Cebu / ecotourism / Mactan / Natural Environment / Obslob / sharks / swimming / tourism / whale sharks

Swimming with Whale Sharks

We needed a break from the chaos of Hong Kong and decided on a quick trip to Cebu, an island in the Philippines. It is renown for its beautiful beaches, crystal waters and freshest mangoes, coconuts, pineapples and bananas.

Whilst our family love beach holidays we don’t like to JUST stay at the resort sipping Pina Coladas and swimming in the pools and private beaches. We love to explore and try to give our sprogs unique and interesting experiences. As I asked around friends and colleagues here in Hong Kong they couldn’t recommend anything in Cebu aside from, well – basking in the resort sipping cocktails and swimming. A little disheartened I searched online and couldn’t believe my eyes when I discovered Cebu has a marine wildlife sanctuary where you can swim with whale sharks.

Whale sharks are large gentle sharks that use their giant mouths to feed on plankton and smaller sea creatures – unlike the rest of their shark cousins – so the idea of swimming with them isn’t as dangerous as it may sound. I couldn’t find accurate pricing for the whale sharks so had to wait until we got to our hotel in Cebu to see if this adventure was going to be affordable and accessible or not.

The whale sharks themselves are located in Obslob, which is around 3 to 4 hours (depending on traffic and road conditions) from the main city/tourist area of Cebu so this was a full day trip. We opted for a private tour for our family and paid just over 16,000 pesos (Around US$360, AU$475) for all 4 of us.

The tour included:

– an air conditioned car (people-mover) with driver

– our own tour guide who gave us commentary along the way about the cities, the people, the culture and anything else we were interested in.

– the trip from our hotel to the whale sharks and back (with a few detours on the side if we wished) – 3 to 4 hours each way.

– a ride on a traditional Filipino outrigger (bangka) out to the whale shark area, a 1/2 hour swim with the whale sharks, plus snorkel gear hire.

– lunch at a restaurant next to the whale sharks beach. The lunch included Philippino fried chicken, bbq pork, grilled pork, stir fried veges, rice and fresh local fruits (mango and banana) plus a drink each.

– a couple of stops at tourist sites along the way. As we had kids who weren’t interested in churches or festivals, aside from stopping at a famous local snack (chicharon) stall we opted just to experience the whale sharks.

We also opted to pay an additional 550 pesos once we got to the whale shark headquarters to hire an underwater camera and have all the photos cut to a CD for us while we had lunch.

So how was it?

Absolutely AMAZING! Mindblowing! A once in a lifetime experience that was more than I could have imagined. While “expensive” in Philippines terms it was well worth EVERY cent. The hardest part is the LONG drive to and from the small town where the whale sharks are accessible. It certainly isn’t a drive I would want to do myself as the driving in the Philippines is crazy.

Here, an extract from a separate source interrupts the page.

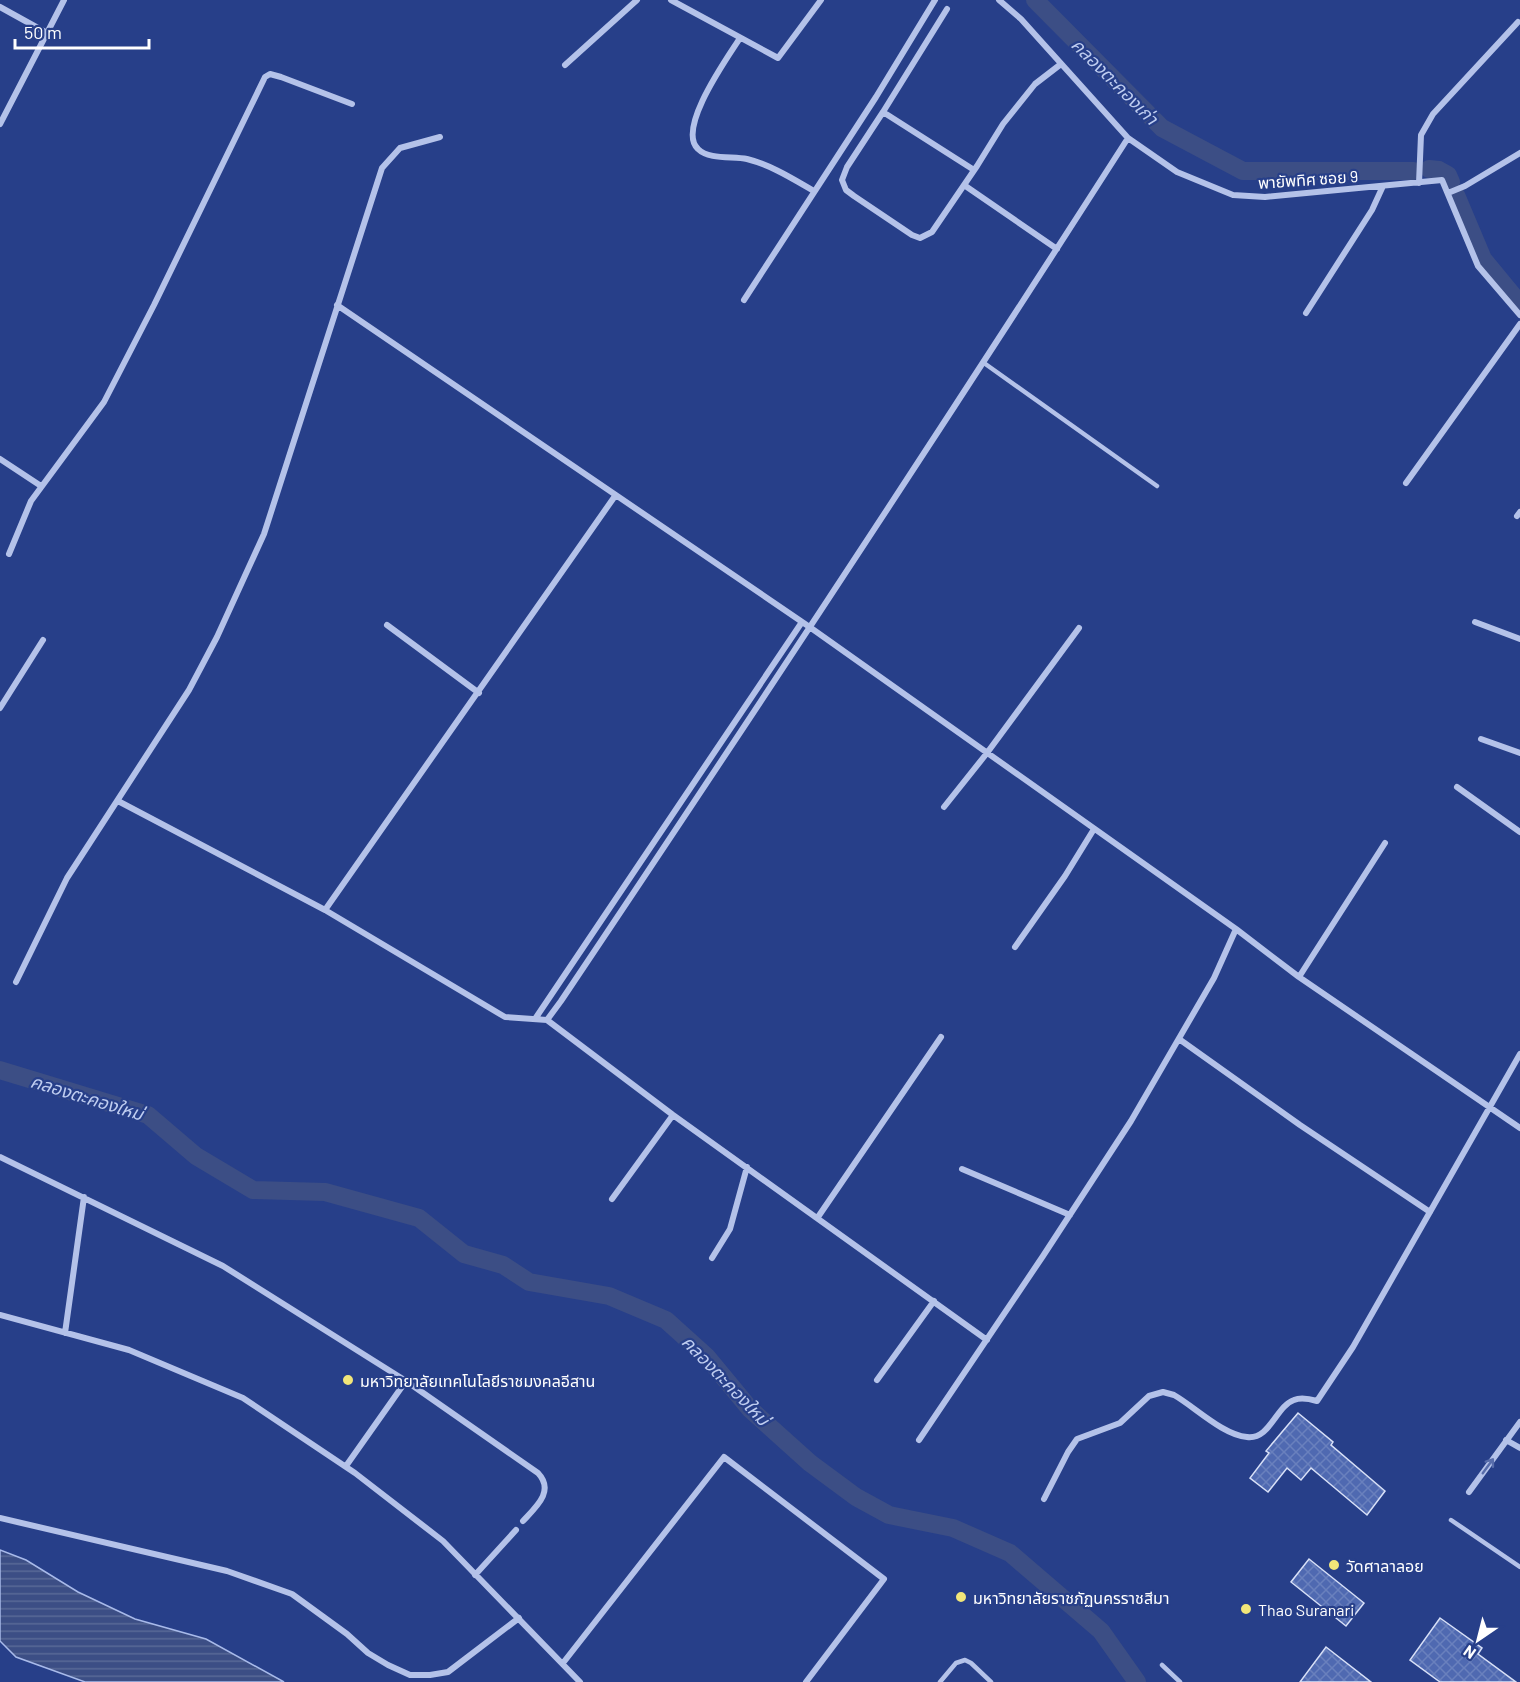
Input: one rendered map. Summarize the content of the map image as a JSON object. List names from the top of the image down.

Once you arrive at the whale sharks headquarters you have to sign in and listen to a 5 minute seminar on what not to do around the sharks. ie no touching, no getting within 4 metres, no sunscreen, etc. Most of it is common sense but better to be safe than sorry. These encounters are actually managed by the Philippines government, not private operators, so everyone has to go through the same process before being allowed to go out and see the sharks. After the talk our guide signed us up and paid for our experience and we were given life jackets and goggles (you could use your own if you wanted). Then it was a climb onto an outrigger and a short paddle to the whale shark area.

Straight away we had a whale shark swim past. Now, admittedly, these sharks are here for a reason and that reason is they are being fed by a smaller boat. Having said that, the sharks come and go as they please and different sharks come on different days so they aren’t completely dependant on this feeding. The feeding is only done until 12.30 pm after which no whale shark feeding or swimming is allowed.

When we were there we were fortunate as 8 whale sharks were in the area and at one point we had 3 sharks around us while we were swimming in the water.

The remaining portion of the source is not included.